Records contained in a dataset:
>>>>>
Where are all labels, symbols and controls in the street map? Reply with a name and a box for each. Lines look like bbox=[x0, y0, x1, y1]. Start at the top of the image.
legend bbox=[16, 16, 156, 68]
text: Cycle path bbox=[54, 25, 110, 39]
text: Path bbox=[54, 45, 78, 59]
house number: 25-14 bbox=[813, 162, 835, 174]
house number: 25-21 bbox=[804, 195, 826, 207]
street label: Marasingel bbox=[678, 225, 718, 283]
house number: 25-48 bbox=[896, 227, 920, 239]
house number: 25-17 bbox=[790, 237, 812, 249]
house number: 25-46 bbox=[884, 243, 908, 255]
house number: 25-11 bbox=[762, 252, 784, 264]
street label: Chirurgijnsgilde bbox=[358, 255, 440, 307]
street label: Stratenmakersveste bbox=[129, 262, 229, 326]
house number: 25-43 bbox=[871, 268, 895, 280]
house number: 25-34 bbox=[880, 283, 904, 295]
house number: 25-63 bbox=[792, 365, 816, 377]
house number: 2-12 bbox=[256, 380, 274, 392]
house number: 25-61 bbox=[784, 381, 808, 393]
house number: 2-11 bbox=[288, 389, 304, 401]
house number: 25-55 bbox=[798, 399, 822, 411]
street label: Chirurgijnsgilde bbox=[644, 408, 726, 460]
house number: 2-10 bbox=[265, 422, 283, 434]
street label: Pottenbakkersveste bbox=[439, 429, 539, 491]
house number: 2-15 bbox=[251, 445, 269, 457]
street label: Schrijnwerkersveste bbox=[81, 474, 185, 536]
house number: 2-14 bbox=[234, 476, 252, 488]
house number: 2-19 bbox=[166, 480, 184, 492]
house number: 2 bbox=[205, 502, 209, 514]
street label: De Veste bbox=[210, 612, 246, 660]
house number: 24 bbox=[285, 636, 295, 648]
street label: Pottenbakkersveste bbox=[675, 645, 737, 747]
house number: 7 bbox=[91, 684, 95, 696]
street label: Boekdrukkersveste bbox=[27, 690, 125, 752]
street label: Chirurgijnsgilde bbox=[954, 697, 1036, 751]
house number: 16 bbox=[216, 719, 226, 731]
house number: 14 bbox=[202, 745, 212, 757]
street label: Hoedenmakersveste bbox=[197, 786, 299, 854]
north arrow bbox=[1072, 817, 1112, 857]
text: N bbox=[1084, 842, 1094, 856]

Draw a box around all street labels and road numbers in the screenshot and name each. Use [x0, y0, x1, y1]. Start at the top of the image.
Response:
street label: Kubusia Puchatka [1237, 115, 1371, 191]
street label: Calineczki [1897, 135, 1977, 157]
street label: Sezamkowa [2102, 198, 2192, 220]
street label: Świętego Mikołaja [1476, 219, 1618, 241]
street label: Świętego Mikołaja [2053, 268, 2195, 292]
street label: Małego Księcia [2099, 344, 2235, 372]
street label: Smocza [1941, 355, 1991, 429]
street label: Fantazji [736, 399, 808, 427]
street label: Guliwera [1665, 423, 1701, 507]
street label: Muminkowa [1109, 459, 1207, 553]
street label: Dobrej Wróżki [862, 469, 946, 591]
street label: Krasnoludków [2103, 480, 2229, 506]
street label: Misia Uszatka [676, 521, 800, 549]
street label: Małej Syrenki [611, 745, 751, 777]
<<<<<
Give back every entry above, complete and exact.

Where are all labels, symbols and controls in the street map? Reply with a name and a box for each. Lines look like bbox=[x0, y0, x1, y1]. Start at the top of the image.
legend bbox=[16, 16, 156, 68]
text: Cycle path bbox=[54, 25, 110, 39]
text: Path bbox=[54, 45, 78, 59]
house number: 25-14 bbox=[813, 162, 835, 174]
house number: 25-21 bbox=[804, 195, 826, 207]
street label: Marasingel bbox=[678, 225, 718, 283]
house number: 25-48 bbox=[896, 227, 920, 239]
house number: 25-17 bbox=[790, 237, 812, 249]
house number: 25-46 bbox=[884, 243, 908, 255]
house number: 25-11 bbox=[762, 252, 784, 264]
street label: Chirurgijnsgilde bbox=[358, 255, 440, 307]
street label: Stratenmakersveste bbox=[129, 262, 229, 326]
house number: 25-43 bbox=[871, 268, 895, 280]
house number: 25-34 bbox=[880, 283, 904, 295]
house number: 25-63 bbox=[792, 365, 816, 377]
house number: 2-12 bbox=[256, 380, 274, 392]
house number: 25-61 bbox=[784, 381, 808, 393]
house number: 2-11 bbox=[288, 389, 304, 401]
house number: 25-55 bbox=[798, 399, 822, 411]
street label: Chirurgijnsgilde bbox=[644, 408, 726, 460]
house number: 2-10 bbox=[265, 422, 283, 434]
street label: Pottenbakkersveste bbox=[439, 429, 539, 491]
house number: 2-15 bbox=[251, 445, 269, 457]
street label: Schrijnwerkersveste bbox=[81, 474, 185, 536]
house number: 2-14 bbox=[234, 476, 252, 488]
house number: 2-19 bbox=[166, 480, 184, 492]
house number: 2 bbox=[205, 502, 209, 514]
street label: De Veste bbox=[210, 612, 246, 660]
house number: 24 bbox=[285, 636, 295, 648]
street label: Pottenbakkersveste bbox=[675, 645, 737, 747]
house number: 7 bbox=[91, 684, 95, 696]
street label: Boekdrukkersveste bbox=[27, 690, 125, 752]
street label: Chirurgijnsgilde bbox=[954, 697, 1036, 751]
house number: 16 bbox=[216, 719, 226, 731]
house number: 14 bbox=[202, 745, 212, 757]
street label: Hoedenmakersveste bbox=[197, 786, 299, 854]
north arrow bbox=[1072, 817, 1112, 857]
text: N bbox=[1084, 842, 1094, 856]

Draw a box around all street labels and road numbers in the screenshot and name each. Use [x0, y0, x1, y1]. Start at the top of the image.
Response:
street label: Kubusia Puchatka [1237, 115, 1371, 191]
street label: Calineczki [1897, 135, 1977, 157]
street label: Sezamkowa [2102, 198, 2192, 220]
street label: Świętego Mikołaja [1476, 219, 1618, 241]
street label: Świętego Mikołaja [2053, 268, 2195, 292]
street label: Małego Księcia [2099, 344, 2235, 372]
street label: Smocza [1941, 355, 1991, 429]
street label: Fantazji [736, 399, 808, 427]
street label: Guliwera [1665, 423, 1701, 507]
street label: Muminkowa [1109, 459, 1207, 553]
street label: Dobrej Wróżki [862, 469, 946, 591]
street label: Krasnoludków [2103, 480, 2229, 506]
street label: Misia Uszatka [676, 521, 800, 549]
street label: Małej Syrenki [611, 745, 751, 777]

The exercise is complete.